When you publish your research, you want as many people as possible to reach your work. The absence of a subscription paywall will maximize your publication exposure. And this is where open access can be a great call. 

The more people see your publication, the more likely your work can get cited. Subsequently, the more citations your publication gets, the more impact your research will be. Everybody will be happy.

Another advantage of open access journals is that they give research a level playing field.


Countries with access to less financial resources (e.g., developing countries) can provide their researchers global access to important, ground-breaking research work.

As a result, more scientific discoveries and academic discourses are stimulated.

8. What are the disadvantages of open access journals?

Despite the inherent benefits, open access journals are also exposed to shortcomings.

One of the biggest problems in journal publishing is the rise of predatory journals. Predatory journals are those “scholarly journals” that publish low-quality manuscripts for a fee without following the scholarly publishing standards.

Predatory journals hardly practice peer review. They normally operate for-profit and will prey on researchers who need fast publications. The practice of predatory journal publishing hinders research progress and wastes research resources.

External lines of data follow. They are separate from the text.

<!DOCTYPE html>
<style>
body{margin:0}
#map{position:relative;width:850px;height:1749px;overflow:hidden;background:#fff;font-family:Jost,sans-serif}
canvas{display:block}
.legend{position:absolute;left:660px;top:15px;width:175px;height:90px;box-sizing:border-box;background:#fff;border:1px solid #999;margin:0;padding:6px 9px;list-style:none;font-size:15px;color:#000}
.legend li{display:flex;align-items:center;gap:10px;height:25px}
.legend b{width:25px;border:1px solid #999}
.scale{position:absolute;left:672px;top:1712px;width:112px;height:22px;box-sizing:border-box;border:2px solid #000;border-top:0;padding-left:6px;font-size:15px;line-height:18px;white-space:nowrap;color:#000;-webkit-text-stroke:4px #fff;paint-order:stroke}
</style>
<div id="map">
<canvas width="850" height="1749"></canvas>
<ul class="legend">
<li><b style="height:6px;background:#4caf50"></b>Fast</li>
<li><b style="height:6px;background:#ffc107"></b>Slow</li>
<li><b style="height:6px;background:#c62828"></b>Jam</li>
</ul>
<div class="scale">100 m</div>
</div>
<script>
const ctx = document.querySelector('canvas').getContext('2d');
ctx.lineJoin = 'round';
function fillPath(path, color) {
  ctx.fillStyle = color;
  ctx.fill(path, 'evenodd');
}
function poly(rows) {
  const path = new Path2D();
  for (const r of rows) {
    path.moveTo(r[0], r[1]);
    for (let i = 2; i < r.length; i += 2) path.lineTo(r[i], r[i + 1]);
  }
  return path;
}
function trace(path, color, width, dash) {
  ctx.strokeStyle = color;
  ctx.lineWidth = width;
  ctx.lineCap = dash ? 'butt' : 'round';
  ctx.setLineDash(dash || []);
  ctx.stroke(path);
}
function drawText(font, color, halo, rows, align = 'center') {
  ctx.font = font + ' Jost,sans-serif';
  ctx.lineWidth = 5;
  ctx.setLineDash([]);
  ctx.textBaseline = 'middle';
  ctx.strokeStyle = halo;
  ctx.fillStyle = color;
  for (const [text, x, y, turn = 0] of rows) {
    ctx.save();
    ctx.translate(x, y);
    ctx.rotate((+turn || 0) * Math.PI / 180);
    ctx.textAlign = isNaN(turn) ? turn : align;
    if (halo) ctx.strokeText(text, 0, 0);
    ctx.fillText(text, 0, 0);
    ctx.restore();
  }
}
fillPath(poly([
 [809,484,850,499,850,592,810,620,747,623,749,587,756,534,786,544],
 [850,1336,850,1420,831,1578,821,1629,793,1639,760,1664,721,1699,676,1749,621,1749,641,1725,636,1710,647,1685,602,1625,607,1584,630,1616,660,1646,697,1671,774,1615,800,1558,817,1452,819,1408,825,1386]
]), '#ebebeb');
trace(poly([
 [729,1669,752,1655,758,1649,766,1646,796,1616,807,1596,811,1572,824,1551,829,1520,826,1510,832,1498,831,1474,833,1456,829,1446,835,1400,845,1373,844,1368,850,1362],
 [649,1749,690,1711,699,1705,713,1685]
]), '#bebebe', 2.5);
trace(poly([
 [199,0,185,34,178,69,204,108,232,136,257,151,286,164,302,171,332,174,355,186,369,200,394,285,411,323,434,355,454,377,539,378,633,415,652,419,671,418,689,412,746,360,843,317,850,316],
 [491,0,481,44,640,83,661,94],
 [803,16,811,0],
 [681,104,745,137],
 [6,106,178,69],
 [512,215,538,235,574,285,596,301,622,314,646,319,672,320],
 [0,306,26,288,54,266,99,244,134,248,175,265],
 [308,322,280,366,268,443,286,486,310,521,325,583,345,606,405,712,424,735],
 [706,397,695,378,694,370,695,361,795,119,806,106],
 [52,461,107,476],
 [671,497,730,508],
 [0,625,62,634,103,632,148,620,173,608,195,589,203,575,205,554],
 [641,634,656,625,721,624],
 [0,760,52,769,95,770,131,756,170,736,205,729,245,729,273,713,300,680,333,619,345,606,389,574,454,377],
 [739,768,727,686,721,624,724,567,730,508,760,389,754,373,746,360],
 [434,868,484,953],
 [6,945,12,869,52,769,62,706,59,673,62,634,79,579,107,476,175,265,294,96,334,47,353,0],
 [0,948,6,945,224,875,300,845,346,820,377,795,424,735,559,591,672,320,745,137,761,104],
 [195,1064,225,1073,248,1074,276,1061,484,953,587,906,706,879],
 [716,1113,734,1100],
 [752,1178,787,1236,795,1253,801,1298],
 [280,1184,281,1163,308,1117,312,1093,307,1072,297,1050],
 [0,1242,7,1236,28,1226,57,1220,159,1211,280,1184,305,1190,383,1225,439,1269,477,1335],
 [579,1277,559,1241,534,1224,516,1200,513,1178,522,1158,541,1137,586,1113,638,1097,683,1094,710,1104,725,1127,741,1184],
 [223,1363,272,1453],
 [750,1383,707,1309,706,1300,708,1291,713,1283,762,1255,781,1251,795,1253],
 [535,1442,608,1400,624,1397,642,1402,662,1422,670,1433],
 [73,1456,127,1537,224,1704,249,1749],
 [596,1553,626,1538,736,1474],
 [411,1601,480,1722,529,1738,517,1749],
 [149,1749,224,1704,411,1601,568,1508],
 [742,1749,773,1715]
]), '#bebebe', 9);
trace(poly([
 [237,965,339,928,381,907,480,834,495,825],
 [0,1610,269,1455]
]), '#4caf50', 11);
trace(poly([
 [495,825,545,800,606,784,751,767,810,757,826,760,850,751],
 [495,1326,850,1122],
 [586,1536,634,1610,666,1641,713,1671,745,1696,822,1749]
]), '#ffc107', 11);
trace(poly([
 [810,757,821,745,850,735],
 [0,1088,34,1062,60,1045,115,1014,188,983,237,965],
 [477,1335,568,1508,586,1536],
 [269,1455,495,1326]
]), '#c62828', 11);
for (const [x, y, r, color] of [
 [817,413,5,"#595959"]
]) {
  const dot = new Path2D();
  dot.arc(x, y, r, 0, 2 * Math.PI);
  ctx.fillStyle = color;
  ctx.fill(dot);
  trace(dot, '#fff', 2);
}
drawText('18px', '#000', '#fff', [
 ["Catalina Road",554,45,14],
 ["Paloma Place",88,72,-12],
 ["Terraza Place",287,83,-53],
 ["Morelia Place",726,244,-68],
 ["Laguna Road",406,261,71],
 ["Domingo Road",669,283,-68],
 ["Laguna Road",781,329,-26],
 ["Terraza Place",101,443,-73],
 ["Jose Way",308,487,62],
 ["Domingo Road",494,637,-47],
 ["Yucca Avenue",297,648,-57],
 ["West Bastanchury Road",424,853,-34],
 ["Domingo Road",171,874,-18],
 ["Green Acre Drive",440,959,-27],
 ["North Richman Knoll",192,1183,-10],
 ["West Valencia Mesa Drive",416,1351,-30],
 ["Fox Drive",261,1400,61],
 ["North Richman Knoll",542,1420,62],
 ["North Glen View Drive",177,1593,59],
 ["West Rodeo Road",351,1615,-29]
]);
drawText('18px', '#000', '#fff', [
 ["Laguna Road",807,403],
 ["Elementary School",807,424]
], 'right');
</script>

Predatory journal publishing in open access journals

In addition, open access journals can suffer from publishing hoaxes, plagiarism cases and data fabrication (though the issues also plague the traditional journal publishing model).

In recent years, several high-profile publications in the scientific literature have turned out to be fake or fabricated articles. Unscrupulous academic publishers published such articles with no peer review process whatsoever.

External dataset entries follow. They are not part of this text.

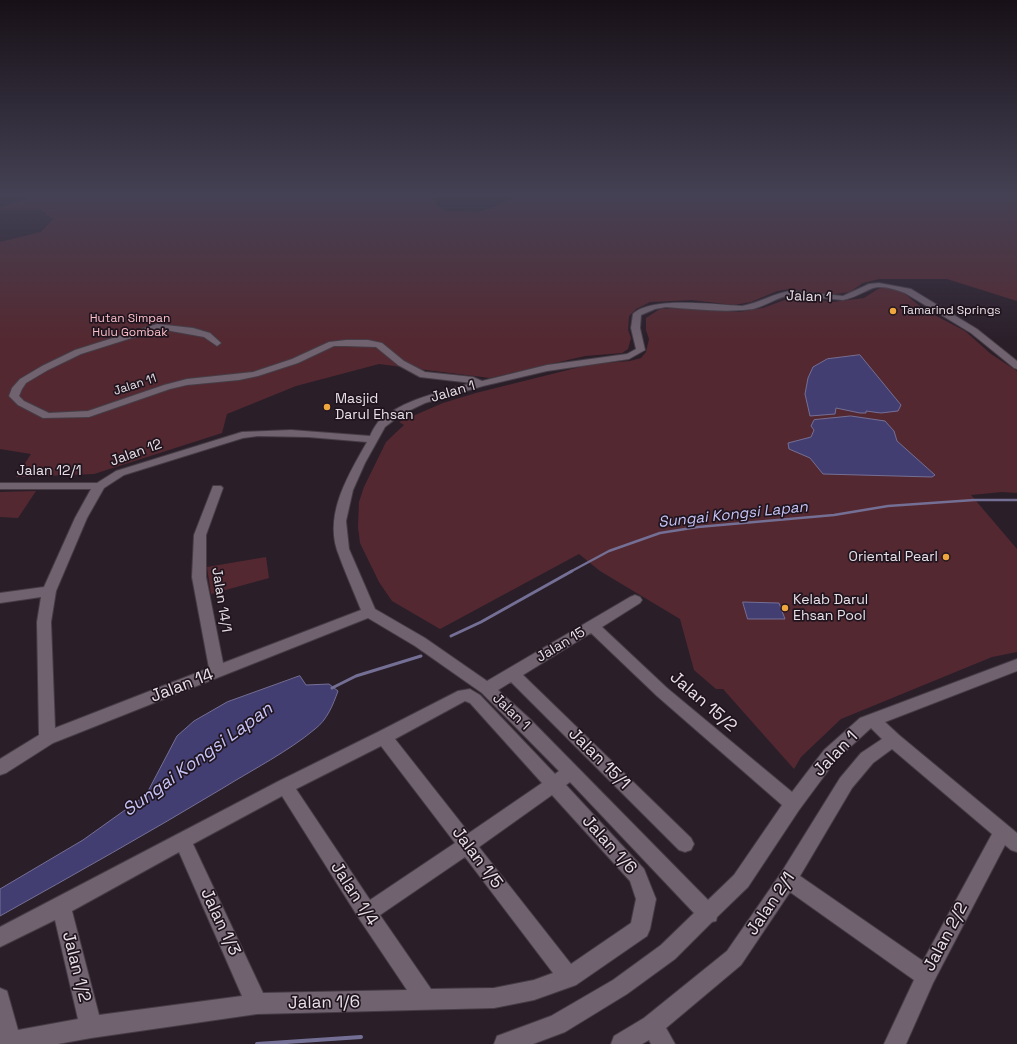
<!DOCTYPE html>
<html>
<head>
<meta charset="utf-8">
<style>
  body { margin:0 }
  canvas { display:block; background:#2a1e29 }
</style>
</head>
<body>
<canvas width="1017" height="1044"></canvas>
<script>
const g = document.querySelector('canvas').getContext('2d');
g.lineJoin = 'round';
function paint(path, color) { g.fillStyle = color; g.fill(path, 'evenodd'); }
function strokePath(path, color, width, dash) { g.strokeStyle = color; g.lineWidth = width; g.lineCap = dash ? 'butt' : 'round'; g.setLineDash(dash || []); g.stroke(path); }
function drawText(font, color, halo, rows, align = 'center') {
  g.font = font + ' "Space Grotesk",sans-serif'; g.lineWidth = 3.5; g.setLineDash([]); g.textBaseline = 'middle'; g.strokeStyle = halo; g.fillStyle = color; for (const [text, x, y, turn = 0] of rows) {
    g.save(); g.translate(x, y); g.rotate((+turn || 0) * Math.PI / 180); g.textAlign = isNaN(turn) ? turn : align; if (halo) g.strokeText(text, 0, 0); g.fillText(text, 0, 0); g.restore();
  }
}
const green = new Path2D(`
  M29 196H440L435 204 446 211 479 212 501 204 514 196H1017V301L947 279H879L863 283 850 292 828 295 789 289 777 291 751 302 734 305 692 300 650 302 636 309 629 316 628 330 631 338 628 349 622 353 585 356 490 378 379 364 296 386 227 414 222 433 94 474 16 477 31 454 0 449V242L41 232 53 219 41 210H0V208Z
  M887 286 903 292 923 309 965 331 991 354 1017 371V493L1002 492 971 495 1017 549V652L992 657 841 719 801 757 794 769 723 689H716L694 670 680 619 600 571 579 554 440 629 392 601 379 582 360 543 358 527 359 502 364 487 386 442 404 425 399 422 443 403 476 393 592 364 630 361 641 358 646 352 649 339 646 330V318L660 309 692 307 739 312 763 308 793 297 833 302 864 298 878 289Z
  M36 491 18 518 0 517V492Z
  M266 557 269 578 211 594 207 567Z`);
const water = new Path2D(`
  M860 355 901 405 898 411 881 413 866 411V413H860L836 408 835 414 810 416 805 394 808 378 813 367 827 359Z
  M851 416 885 421 894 431 897 441 935 475 932 477 823 474 810 458 789 449 788 443 811 437 814 430 811 426 814 420Z
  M743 602 779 603 785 619H748Z
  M300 676 306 685 329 684 338 691C333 705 327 720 315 729 289 751 252 770 223 788 150 832 75 874 0 916V889L83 840 146 795 177 736 194 721 227 702Z`);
const streamFar2 = new Path2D(`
  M570 572 609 551 660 533 698 527 834 515 888 506 974 500H1017`);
const streamFar1 = new Path2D(`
  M451 636 481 622 572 571
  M332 688 356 676 421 656`);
const stream = new Path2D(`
  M257 1044 361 1037`);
const minor = new Path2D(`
  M879 283 911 289 977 329 1017 361V369L1014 368 971 333 905 293C896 290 883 285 873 288 863 292 854 298 843 300L791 295C777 297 766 306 753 309 725 313 694 309 666 307L655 309 641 315 640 328 645 350 629 359 547 371 483 386 425 403 402 414 385 427 365 463 353 490 346 521 349 549 375 609 425 638 487 681 630 597 635 595 640 597 642 600 640 603 602 627 667 688 792 792 824 750 860 718 1017 659V671L885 722 899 735 1017 833V852L1011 850 1005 845 933 983 906 1044H884L914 980 790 892 741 965 666 1028 675 1044H651L649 1040 642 1044H611L614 1036 644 1018 727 951 781 873 840 778 861 753 882 739 871 728 836 760 799 810 748 887 717 917 716 921 712 922 675 959 627 994 565 1032 533 1044H494L497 1036 551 1016 613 980 661 945 694 913 570 782 566 785 644 869 656 899 650 929 647 936 576 985 534 1000 494 1008 257 1014 91 1038 58 1044H0V988L7 991 18 1030 78 1019 55 920 0 947V927L279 781 378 732 458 691 470 689 480 695 555 774 559 771 482 693 415 646 368 618 53 743 6 773 0 775V759L39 735 37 622 41 597 0 603V593L44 587 75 518 91 489H0V483H97L116 471 242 432 291 430 370 436C372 431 375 426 378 422 403 399 441 392 472 383L420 377 398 365 376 347 346 346H334L298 363 258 376 239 380 187 385 170 389 89 417 43 418 18 405 9 396 12 388 20 379 42 366 75 350 157 324 193 328 210 333 221 343 217 346 204 337 160 329 81 354 48 370 26 383 22 389 19 396 24 401 49 413 88 411 164 385 187 379 253 372 292 359 329 342 346 340H368L382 343 404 361 425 372 473 377 482 381 547 365 627 354 636 349 631 328 633 314C651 296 717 305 742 306 759 303 774 293 791 291L843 296 869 284ZM258 436 308 437 367 442C349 474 325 512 337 550 344 570 353 590 361 610L223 663 206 577V535L223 488 221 486H213L194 535 192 577 209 668 55 728 51 622 56 591 87 518 104 488 124 475 243 438ZM591 633 657 696 782 805 734 875 708 900 529 718 498 690 511 682 679 850 685 852 691 850 694 844 691 838 523 675ZM465 701 470 703 542 783 469 833 395 739ZM381 746 455 843 370 900 296 789ZM892 749 992 834 923 961 800 876 852 788 873 763ZM552 795 630 881 636 899 631 923 571 964 479 847ZM282 796 360 920 407 990 263 993 193 844ZM179 852 242 996 99 1015 72 911ZM465 857 553 973 534 980 494 988 431 989 380 915Z`);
const markers = [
  [893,311,4,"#f0a63e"],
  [327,407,4,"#f0a63e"],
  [946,557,4,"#f0a63e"],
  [785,608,4,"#f0a63e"]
];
const farPoinames = [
  ["Tamarind Springs",901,311]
];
const farParknames = [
  ["Hutan Simpan",130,319],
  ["Hulu Gombak",130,333]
];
const farStreetnames = [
  ["Jalan 11",135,385,-18]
];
const streetNames = [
  ["Jalan 1",809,297,2],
  ["Jalan 1",453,392,-16],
  ["Jalan 12",136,453,-20],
  ["Jalan 12/1",49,471],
  ["Jalan 14/1",221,600,81],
  ["Jalan 15",561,645,-31],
  ["Jalan 1",511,712,44]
];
const poiNames = [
  ["Masjid",335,399],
  ["Darul Ehsan",335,415],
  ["Oriental Pearl",938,557,"right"],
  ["Kelab Darul",793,600],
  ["Ehsan Pool",793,616]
];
const waterNames = [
  ["Sungai Kongsi Lapan",733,515,-6]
];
const nearStreetnames = [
  ["Jalan 14",182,686,-21],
  ["Jalan 15/2",703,702,41],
  ["Jalan 1",836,754,-46],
  ["Jalan 15/1",599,759,45],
  ["Jalan 1/6",609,845,48],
  ["Jalan 1/5",477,858,53],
  ["Jalan 1/4",354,894,57],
  ["Jalan 2/1",771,904,-56],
  ["Jalan 1/3",220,922,65],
  ["Jalan 2/2",946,937,-62],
  ["Jalan 1/2",76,967,76],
  ["Jalan 1/6",324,1003,-1]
];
const nearWaternames = [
  ["Sungai Kongsi Lapan",198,760,-36]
];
paint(green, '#542830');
paint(water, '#433e72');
strokePath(water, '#746f95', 1);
strokePath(streamFar2, '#746f95', 2.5);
strokePath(streamFar1, '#746f95', 3);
strokePath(stream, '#746f95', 4);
strokePath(minor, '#453c45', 2);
paint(minor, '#70626f');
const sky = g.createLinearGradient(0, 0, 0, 342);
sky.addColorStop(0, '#171017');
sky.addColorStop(0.57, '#444154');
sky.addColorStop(1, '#44415400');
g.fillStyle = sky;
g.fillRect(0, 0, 1017, 342);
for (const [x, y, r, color] of markers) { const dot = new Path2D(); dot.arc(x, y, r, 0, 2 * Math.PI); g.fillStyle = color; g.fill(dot); strokePath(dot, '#20151f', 1.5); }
drawText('12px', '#e8e0e7', '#20151f', farPoinames, 'left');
drawText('12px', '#fbbec7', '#20151f', farParknames);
drawText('12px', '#e8e0e7', '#20151f', farStreetnames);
drawText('14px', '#e8e0e7', '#20151f', streetNames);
drawText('14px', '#e8e0e7', '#20151f', poiNames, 'left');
drawText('italic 15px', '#c6c4f7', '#20151f', waterNames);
drawText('17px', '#e8e0e7', '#20151f', nearStreetnames);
drawText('italic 18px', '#c6c4f7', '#20151f', nearWaternames);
</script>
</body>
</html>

High APC charges imposed by publishers also discourage many researchers from publishing their works in open access journals. Not many academics can afford to pay USD3,000 or so to get their work published in reputable open access journals.

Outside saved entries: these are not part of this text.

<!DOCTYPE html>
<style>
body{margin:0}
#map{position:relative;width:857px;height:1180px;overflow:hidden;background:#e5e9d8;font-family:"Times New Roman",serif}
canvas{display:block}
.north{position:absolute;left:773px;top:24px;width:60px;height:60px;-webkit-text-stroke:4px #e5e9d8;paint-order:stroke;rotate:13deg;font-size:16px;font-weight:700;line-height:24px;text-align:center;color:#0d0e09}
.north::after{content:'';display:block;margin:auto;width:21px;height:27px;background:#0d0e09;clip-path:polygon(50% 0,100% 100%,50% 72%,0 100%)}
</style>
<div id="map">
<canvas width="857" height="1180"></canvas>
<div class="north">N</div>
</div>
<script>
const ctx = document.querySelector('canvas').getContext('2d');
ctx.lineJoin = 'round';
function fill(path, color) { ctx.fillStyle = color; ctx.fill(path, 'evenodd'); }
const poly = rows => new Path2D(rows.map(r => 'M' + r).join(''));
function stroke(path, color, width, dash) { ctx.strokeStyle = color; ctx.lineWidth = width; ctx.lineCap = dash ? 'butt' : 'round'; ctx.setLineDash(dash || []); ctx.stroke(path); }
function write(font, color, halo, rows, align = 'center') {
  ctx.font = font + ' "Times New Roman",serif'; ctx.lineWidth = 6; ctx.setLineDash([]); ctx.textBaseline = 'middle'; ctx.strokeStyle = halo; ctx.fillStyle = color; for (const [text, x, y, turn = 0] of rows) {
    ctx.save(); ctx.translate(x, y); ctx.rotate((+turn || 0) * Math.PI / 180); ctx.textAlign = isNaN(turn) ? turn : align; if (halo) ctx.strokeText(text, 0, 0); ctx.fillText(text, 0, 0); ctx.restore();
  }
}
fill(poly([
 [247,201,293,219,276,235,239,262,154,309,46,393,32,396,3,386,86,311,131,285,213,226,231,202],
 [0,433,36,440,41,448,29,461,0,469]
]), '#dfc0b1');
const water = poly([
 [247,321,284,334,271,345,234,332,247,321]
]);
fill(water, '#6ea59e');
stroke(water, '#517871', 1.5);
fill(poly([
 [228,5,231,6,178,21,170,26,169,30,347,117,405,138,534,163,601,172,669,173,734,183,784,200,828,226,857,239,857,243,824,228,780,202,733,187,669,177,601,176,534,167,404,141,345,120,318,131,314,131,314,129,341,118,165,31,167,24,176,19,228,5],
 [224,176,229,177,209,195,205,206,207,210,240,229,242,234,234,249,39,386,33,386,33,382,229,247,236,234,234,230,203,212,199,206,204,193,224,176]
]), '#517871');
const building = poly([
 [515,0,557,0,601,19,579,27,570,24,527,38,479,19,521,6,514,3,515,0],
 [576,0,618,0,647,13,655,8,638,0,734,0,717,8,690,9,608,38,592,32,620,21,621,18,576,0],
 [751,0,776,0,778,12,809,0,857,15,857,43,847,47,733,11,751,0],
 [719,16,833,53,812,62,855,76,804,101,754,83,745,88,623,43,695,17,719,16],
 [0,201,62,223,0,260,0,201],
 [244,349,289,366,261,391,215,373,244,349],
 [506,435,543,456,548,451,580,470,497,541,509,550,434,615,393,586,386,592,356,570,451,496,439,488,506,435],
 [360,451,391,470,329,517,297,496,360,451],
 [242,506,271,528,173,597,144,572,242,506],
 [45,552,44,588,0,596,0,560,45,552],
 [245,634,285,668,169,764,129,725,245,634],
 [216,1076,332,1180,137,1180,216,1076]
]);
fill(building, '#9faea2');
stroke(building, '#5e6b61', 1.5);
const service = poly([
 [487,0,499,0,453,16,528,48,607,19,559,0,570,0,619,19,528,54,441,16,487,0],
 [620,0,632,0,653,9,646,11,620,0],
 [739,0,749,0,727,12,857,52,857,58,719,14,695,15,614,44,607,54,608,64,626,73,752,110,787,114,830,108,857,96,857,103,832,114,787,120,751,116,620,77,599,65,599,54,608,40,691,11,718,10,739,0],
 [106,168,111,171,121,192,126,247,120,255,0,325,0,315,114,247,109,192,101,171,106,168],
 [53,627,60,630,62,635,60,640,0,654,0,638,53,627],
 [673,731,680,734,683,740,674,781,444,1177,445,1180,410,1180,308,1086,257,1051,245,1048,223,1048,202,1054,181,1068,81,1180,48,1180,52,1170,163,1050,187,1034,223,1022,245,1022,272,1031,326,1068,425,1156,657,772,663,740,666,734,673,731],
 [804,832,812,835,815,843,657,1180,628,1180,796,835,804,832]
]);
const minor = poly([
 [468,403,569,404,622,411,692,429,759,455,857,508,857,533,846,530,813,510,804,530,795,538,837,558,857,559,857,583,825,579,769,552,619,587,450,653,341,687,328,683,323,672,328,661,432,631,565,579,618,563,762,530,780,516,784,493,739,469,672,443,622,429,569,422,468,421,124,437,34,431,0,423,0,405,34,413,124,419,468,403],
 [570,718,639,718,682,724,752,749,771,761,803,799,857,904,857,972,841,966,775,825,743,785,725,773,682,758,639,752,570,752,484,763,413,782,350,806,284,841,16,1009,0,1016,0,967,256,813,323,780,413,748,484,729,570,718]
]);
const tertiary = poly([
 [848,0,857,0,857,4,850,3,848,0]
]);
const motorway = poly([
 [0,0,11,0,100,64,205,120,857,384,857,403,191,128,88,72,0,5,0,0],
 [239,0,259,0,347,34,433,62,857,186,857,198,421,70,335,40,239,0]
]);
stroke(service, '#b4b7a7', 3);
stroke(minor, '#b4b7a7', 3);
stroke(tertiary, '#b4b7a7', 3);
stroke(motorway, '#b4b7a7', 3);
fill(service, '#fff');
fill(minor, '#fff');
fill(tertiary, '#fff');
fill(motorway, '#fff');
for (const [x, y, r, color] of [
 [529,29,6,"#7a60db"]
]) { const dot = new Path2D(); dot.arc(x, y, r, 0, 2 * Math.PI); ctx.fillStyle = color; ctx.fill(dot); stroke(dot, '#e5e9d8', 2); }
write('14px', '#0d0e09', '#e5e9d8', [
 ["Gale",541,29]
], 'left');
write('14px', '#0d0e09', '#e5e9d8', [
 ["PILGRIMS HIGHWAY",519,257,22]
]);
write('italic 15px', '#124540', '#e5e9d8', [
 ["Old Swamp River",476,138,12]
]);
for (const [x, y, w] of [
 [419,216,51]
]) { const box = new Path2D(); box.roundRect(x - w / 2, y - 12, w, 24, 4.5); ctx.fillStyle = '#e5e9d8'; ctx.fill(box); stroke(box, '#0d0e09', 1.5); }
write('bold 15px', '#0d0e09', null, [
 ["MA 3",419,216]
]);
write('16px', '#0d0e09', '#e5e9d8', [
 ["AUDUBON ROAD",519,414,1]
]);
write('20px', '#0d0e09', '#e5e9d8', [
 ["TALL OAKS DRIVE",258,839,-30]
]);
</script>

9. What is the future of open access journals? 

Open access journals will grow in importance and adaptation. More and more countries are mulling over making open access compulsory in journal publishing.

As such, open access journals will become the dominant model in academic publishing. And as a result, more scientific research and discoveries can be easily accessed by everyone worldwide.

While open access journals are projected to increase in numbers, the revenue-generation models in open access may continue to evolve.

Recently, a PLOS representative presented a case study indicating that PLOS journals are looking to revamp their charging model and mechanism. Instead of charging fees to authors, they are looking to charge participating libraries instead while maintaining the journals’ open access policy.

In time, we will see more and different approaches in open access revenue generation models too.

Concluding remark

An open access journal provides unrestricted online, peer-reviewed academic content for you to benefit from. You can download, read and share journal articles freely.

The many benefits of open access journals have made them a preferred and dominant model in academic publishing and research. More academics are shifting their research works from the traditional journal publishing model into open access.

Moreover, governments are beginning to pay attention to the importance of open access publishing. 

Presently, open access journals are big in Europe and North America, and they will only get bigger and influence the other continents, including Asia and Africa. And in years to come, more regulations pertaining the compulsory open access research and publications will come into place. 

However, as we have learned, open access journals are not without shortcomings. Other than high APC charges, predatory journals continue to pose risks to academia.

However, I remain positive that open access journals will continue to grow in numbers, popularity and impact whatever challenges and shortcomings.